Das "Mysterium Toni Kroos" ist zugleich das "Mysterium Zinédine Zidane".
Das Mysterium Toni Kroos
Dios mío, warum nur ließ der Trainer von Real Madrid den deutschen Mittelfeldstrategen im so wichtigen Hinspiel im Champions-League-Achtelfinale gegen Manchester City auf der Bank?
In Spanien rätseln die Fußballfans und -experten, was den französischen Startrainer nur geritten haben könnte, nicht auf Kroos zu setzen.
Die Aufregung ist groß. Verständlicherweise: Den Königlichen droht durch das 1:2 gegen das Team von Ex-Barca-Coach Pep Guardiola das Aus in der Königsklasse. (Service: Champions-League-Spielplan)
Schlimmer noch: Aus dem spanischen Pokal ist Real bereits ausgeschieden, in La Liga verlor Madrid nach nur einem Punkt aus den letzten zwei Partien die Tabellenführung - und ausgerechnet jetzt steht der Clásico gegen den FC Barcelona an. (La Liga: Real Madrid - FC Barcelona, So. ab 21 Uhr im Liveticker)
"Ich habe den Eindruck, als wäre da was im Busch"
"Mit Kroos muss etwas los sein, sonst müsste er doch jetzt, wo Madrid die Kontrolle verliert, aufs Feld kommen", echauffierte sich bereits während des Champions-League-Spiels am Mittwochabend Ex-Real-Profi und -Trainer Jorge Valdano im spanischen TV.
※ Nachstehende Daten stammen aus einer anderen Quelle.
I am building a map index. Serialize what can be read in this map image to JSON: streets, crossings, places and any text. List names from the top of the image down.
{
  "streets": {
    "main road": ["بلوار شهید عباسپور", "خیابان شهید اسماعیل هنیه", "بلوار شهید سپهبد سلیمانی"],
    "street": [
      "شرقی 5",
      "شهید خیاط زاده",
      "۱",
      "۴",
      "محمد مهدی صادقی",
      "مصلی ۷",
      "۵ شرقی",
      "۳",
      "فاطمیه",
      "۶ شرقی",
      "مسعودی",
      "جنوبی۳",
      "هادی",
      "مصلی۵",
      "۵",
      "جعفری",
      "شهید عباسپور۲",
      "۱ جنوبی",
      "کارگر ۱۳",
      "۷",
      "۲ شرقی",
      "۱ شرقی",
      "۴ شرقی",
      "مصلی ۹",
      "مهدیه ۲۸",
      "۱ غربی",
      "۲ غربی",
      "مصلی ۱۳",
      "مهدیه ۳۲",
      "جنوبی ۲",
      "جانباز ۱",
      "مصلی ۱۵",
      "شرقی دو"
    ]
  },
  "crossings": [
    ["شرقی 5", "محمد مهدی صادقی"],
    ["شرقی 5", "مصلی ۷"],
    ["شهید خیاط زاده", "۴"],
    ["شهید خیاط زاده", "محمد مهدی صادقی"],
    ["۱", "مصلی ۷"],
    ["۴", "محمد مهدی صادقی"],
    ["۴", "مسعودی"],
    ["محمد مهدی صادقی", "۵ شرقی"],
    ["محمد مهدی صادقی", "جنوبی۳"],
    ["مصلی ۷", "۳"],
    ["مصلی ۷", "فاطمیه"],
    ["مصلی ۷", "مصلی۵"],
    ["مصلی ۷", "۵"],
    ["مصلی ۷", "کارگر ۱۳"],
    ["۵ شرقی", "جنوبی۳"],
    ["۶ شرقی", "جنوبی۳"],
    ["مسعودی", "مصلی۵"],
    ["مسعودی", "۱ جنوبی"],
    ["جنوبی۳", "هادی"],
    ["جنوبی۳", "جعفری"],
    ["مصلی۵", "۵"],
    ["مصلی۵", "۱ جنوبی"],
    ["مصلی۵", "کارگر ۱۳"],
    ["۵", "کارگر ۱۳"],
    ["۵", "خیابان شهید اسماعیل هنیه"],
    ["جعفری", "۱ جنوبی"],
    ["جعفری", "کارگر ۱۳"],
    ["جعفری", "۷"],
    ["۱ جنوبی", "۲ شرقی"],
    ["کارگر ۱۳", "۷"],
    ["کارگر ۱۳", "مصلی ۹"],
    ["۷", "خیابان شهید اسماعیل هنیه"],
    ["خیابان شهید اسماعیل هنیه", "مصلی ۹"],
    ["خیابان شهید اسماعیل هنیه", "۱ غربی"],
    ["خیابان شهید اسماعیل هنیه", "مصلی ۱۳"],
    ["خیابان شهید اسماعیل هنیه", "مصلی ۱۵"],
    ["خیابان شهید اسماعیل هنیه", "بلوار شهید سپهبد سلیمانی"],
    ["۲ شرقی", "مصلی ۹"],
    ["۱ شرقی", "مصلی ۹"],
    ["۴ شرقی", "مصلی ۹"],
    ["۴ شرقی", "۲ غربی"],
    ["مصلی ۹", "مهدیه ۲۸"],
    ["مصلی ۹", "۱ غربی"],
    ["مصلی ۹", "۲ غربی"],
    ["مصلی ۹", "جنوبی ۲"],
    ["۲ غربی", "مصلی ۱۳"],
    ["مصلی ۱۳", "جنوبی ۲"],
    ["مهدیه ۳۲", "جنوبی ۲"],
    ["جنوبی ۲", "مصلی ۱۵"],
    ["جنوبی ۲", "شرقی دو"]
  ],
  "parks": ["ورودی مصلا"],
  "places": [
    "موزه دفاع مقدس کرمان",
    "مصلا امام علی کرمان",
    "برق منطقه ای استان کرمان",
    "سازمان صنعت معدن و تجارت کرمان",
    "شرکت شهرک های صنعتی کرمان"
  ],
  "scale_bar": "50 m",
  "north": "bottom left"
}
Und auch mit etwas zeitlichem Abstand herrscht bei Beobachtern eine Mischung aus Ungläubigkeit und Unverständnis vor. "Kroos hat sich nicht einmal aufgewärmt. Man hätte ihn zum Aufwärmen schicken können mit der Idee, dass er noch kommt", sagte Madrids früherer Spieler Álvaro Benito dem spanischen Radiosender Cadena SER.
Benito habe Zidanes TV-Interviews nach der Niederlage gegen die Citizens verfolgt und sagt: "Ich habe den Eindruck, als wäre da was im Busch."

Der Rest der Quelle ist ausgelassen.